Knocking Back & Shaping Dough

Knocking Back
During the first rising of your dough the yeast creates little bubbles of carbon dioxide which inflates the dough. It’s very difficult to shape the dough when it is like this so it needs to be “knocked back” or “punched down”. This makes the dough easy to shape and gives a much more uniform texture to the dough.

If the recipe requires more than one rising before shaping it’s easiest to punch the dough down in the bowl, cover and allow the rise to continue.

In the video I punch the gas out of the dough but you can achieve the same thing by putting the dough on a surface and repeatedly folding the dough on itself to expel the gas.
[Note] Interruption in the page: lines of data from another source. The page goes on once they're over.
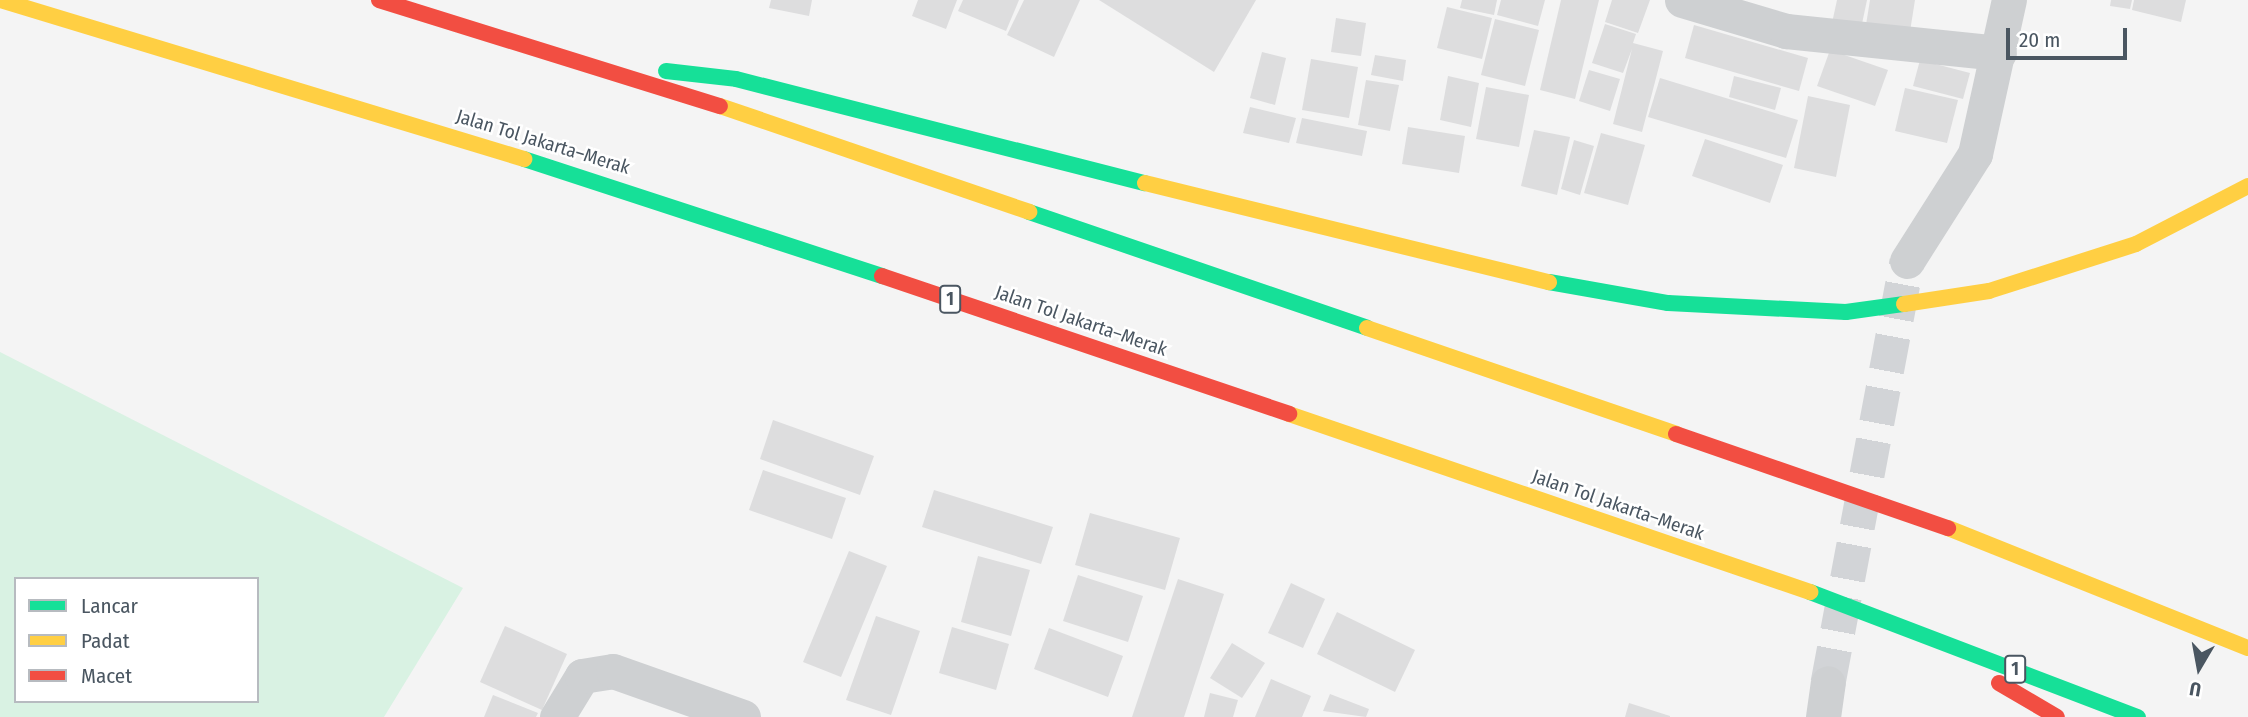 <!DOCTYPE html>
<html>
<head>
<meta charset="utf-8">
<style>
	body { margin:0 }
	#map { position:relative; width:2248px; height:717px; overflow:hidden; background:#f4f4f4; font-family:"Fira Sans Condensed",sans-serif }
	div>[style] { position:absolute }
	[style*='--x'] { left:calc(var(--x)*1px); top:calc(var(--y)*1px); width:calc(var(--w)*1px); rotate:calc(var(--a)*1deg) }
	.green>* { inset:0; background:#d9f2e3 }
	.building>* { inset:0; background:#ddddde }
	.street-tunnel>* { height:35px; margin-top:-17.5px; transform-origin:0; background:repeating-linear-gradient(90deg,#d2d4d7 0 35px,transparent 0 53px) }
	.street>* { height:35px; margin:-17.5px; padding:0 17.5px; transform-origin:17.5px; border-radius:17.5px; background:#ced0d2 }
	.fast>* { height:16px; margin:-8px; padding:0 8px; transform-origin:8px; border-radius:8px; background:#16e098 }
	.slow>* { height:16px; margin:-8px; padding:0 8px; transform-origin:8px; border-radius:8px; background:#ffcf43 }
	.jam>* { height:16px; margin:-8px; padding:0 8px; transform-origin:8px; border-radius:8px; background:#f24e42 }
	span { translate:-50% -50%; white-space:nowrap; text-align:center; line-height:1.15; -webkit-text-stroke:5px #fff; paint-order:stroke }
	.shield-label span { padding:2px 5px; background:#fff; border:2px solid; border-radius:5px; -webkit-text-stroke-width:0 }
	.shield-label { font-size:18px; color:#4a5661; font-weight:700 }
	.street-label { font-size:19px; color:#4a5661 }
	.legend { position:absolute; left:14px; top:577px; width:245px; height:126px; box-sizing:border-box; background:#fff; border:2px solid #b7bbc0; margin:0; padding:9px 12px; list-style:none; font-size:21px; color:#4a5661 }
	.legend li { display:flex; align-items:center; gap:14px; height:35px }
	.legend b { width:35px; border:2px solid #b7bbc0 }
	.north { position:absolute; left:2164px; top:633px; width:70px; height:70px; -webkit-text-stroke:5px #fff; paint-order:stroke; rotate:190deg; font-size:19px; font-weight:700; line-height:28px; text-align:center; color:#4a5661 }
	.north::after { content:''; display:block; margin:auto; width:24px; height:32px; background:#4a5661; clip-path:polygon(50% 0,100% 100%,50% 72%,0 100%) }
	.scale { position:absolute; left:2006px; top:28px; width:121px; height:32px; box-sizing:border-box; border:4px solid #4a5661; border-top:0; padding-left:9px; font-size:21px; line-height:24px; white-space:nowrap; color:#4a5661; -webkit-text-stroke:5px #fff; paint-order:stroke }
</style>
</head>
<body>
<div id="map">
	<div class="green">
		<i style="clip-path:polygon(evenodd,0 352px,463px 588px,384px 717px,0 717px,0 352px,16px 579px,257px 579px,257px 701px,16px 701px,16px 579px)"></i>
	</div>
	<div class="building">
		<i style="clip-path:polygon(771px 0,812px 0,809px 16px,769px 8px)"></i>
		<i style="clip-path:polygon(918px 0,957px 0,946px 29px,912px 16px)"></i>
		<i style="clip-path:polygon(963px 0,1019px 0,1006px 31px,958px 11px)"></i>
		<i style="clip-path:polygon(1024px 0,1080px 0,1054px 57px,1007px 35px)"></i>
		<i style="clip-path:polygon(1099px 0,1256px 0,1214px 72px)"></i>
		<i style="clip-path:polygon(1462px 0,1497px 0,1494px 15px,1460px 8px)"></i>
		<i style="clip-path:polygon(1501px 0,1545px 0,1538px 26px,1497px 15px)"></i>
		<i style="clip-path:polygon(1561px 0,1599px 0,1575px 99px,1540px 90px)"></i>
		<i style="clip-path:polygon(1612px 0,1650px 0,1638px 33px,1605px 22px)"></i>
		<i style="clip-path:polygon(1837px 0,1867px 0,1859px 38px,1830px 32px)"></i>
		<i style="clip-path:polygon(1870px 0,1915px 0,1909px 38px,1865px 31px)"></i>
		<i style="clip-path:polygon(2111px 0,2132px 0,2130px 9px,2110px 6px)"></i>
		<i style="clip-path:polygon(2134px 0,2186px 0,2181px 22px,2132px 10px)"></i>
		<i style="clip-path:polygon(1447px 7px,1492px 18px,1482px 59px,1437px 48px)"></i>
		<i style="clip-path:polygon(1336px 18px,1366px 23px,1361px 56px,1331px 52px)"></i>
		<i style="clip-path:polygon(1495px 19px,1539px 30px,1525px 86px,1481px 75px)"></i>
		<i style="clip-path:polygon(1605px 24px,1636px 34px,1633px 43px,1663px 51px,1642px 132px,1613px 124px,1632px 49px,1623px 73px,1592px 63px)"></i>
		<i style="clip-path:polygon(1694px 25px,1808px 58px,1799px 91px,1685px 58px)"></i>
		<i style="clip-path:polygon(1830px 50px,1888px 70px,1875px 106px,1817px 86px)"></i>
		<i style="clip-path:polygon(1262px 52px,1286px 58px,1275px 105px,1250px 98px)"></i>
		<i style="clip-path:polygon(1375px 55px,1406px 60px,1403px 81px,1371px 75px)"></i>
		<i style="clip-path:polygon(1311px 59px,1358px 67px,1349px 118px,1302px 110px)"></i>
		<i style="clip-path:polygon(1920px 60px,1970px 73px,1963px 99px,1913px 86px)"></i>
		<i style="clip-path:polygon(1589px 70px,1620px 79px,1610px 111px,1579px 101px)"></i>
		<i style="clip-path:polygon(1448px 76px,1479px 83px,1471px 127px,1440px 120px)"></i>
		<i style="clip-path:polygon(1734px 76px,1781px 88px,1775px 110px,1729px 97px)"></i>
		<i style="clip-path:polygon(1660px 78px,1798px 120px,1786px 158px,1648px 117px)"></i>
		<i style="clip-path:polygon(1366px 80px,1399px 85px,1390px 131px,1358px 125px)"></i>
		<i style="clip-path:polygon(1486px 87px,1529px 95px,1519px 147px,1476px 139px)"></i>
		<i style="clip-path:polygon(1905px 88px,1958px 100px,1947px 143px,1895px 131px)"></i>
		<i style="clip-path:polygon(1808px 96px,1850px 105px,1836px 177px,1794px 168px)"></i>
		<i style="clip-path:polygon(1250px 107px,1296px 118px,1289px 143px,1243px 133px)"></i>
		<i style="clip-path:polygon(1302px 118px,1367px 131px,1362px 156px,1296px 143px)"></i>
		<i style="clip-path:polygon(1408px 127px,1465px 136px,1459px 173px,1402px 164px)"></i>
		<i style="clip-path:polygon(1534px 130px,1570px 137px,1557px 195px,1521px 186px)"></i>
		<i style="clip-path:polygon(1601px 133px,1645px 145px,1628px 205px,1584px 193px)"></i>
		<i style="clip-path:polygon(1705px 139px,1783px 165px,1770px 203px,1692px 176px)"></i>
		<i style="clip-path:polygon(1574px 140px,1594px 146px,1580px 195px,1561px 189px)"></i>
		<i style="clip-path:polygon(773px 420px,874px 456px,860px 495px,760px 459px)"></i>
		<i style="clip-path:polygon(763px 470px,846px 498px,832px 539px,749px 510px)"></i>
		<i style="clip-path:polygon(934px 490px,1053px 527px,1041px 564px,922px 527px)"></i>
		<i style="clip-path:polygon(1090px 513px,1180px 538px,1165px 590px,1075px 565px)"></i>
		<i style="clip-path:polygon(849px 551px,887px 566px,841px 677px,803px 662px)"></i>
		<i style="clip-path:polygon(978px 556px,1030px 570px,1011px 636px,961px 622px)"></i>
		<i style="clip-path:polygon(1078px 575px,1143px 596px,1128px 642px,1063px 621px)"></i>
		<i style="clip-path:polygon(1178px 579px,1224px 594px,1184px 717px,1132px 717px)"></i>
		<i style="clip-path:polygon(1291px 583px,1325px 599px,1303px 648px,1268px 633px)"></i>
		<i style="clip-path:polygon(1337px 612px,1415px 650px,1395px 692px,1317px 654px)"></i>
		<i style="clip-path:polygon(876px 616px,920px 631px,891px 715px,846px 700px)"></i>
		<i style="clip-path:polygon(505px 626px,567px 654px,542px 710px,480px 682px)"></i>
		<i style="clip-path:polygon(952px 627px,1009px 644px,996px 690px,939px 673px)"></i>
		<i style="clip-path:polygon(1049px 628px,1123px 656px,1108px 697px,1034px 669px)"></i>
		<i style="clip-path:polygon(1232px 643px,1265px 663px,1242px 698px,1210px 678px)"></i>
		<i style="clip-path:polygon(1271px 679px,1311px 696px,1302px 717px,1255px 717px)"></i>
		<i style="clip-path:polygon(1210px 693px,1238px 700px,1233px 717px,1204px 717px)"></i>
		<i style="clip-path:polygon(1330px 694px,1369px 709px,1366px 717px,1323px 711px)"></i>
		<i style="clip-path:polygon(493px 695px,538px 713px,536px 717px,484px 717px)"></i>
		<i style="clip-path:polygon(1629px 703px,1670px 716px,1670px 717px,1625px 717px)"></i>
	</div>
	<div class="street-tunnel">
		<i style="--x:1828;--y:683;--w:429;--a:-79.4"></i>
	</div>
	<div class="street">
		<i style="--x:1682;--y:0;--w:109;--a:16.6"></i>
		<i style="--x:1786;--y:31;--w:214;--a:5.9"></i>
		<i style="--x:1907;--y:261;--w:127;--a:-57.6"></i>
		<i style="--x:1975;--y:154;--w:158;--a:-77.6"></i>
		<i style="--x:557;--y:717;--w:48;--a:-58.6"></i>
		<i style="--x:582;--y:676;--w:31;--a:-9"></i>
		<i style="--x:613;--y:671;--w:138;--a:19.5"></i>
		<i style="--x:1823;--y:717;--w:34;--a:-82"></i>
	</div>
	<div class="fast">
		<i style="--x:666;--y:71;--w:70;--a:6.5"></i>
		<i style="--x:736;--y:79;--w:422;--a:14.3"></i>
		<i style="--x:524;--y:159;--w:377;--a:18.1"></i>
		<i style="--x:1029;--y:212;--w:357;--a:18.9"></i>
		<i style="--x:1549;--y:282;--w:121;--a:10"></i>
		<i style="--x:1668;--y:303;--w:178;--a:2.9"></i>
		<i style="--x:1846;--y:312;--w:59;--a:-7.9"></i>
		<i style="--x:1810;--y:592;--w:351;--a:20.9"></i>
	</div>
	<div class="slow">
		<i style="--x:0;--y:0;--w:548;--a:16.88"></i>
		<i style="--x:720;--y:106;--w:327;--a:18.9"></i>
		<i style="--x:1145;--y:183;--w:416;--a:13.8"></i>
		<i style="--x:1904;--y:304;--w:86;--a:-8.7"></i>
		<i style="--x:1989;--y:291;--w:154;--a:-17.7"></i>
		<i style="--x:2136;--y:244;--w:126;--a:-27.4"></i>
		<i style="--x:1367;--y:328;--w:327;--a:18.9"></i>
		<i style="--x:1289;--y:414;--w:551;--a:18.86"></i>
		<i style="--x:1948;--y:528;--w:323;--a:21.8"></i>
	</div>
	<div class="jam">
		<i style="--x:379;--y:0;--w:357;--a:17.3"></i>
		<i style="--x:882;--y:276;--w:430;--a:18.7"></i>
		<i style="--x:1676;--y:434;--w:288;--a:19.1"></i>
		<i style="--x:1999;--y:683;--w:67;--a:30.4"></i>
	</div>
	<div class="shield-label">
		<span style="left:950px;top:299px">1</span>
		<span style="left:2015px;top:669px">1</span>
	</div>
	<div class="street-label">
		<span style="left:543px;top:142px;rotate:17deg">Jalan Tol Jakarta–Merak</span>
		<span style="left:1081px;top:321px;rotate:19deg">Jalan Tol Jakarta–Merak</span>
		<span style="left:1618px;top:505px;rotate:19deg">Jalan Tol Jakarta–Merak</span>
	</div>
	<ul class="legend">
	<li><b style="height:9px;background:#16e098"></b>Lancar</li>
	<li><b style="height:9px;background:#ffcf43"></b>Padat</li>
	<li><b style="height:9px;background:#f24e42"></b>Macet</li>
	</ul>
	<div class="north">U</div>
	<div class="scale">20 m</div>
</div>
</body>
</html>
During shaping the idea is to stretch and align the gluten so that it forms a kind of “skin” over the dough. When it rises for the final time the dough should get larger but pretty much retain its shape just as if you were blowing up a balloon. The shape should also be maintained during baking.

For long loaves or rolls the dough is spread out into a rectangle and rolled up or folded over itself. This aligns the gluten strands around the dough. You can think of this as creating hoops of gluten. For very long breads such as baguettes the dough then needs to be rolled out further to form a long “sausage”.

Round loaves and rolls are shaped by repeatedly folding the edges into the centre of the dough, as shown on the video. Think of this as creating a gluten “cage” for the dough to rise in.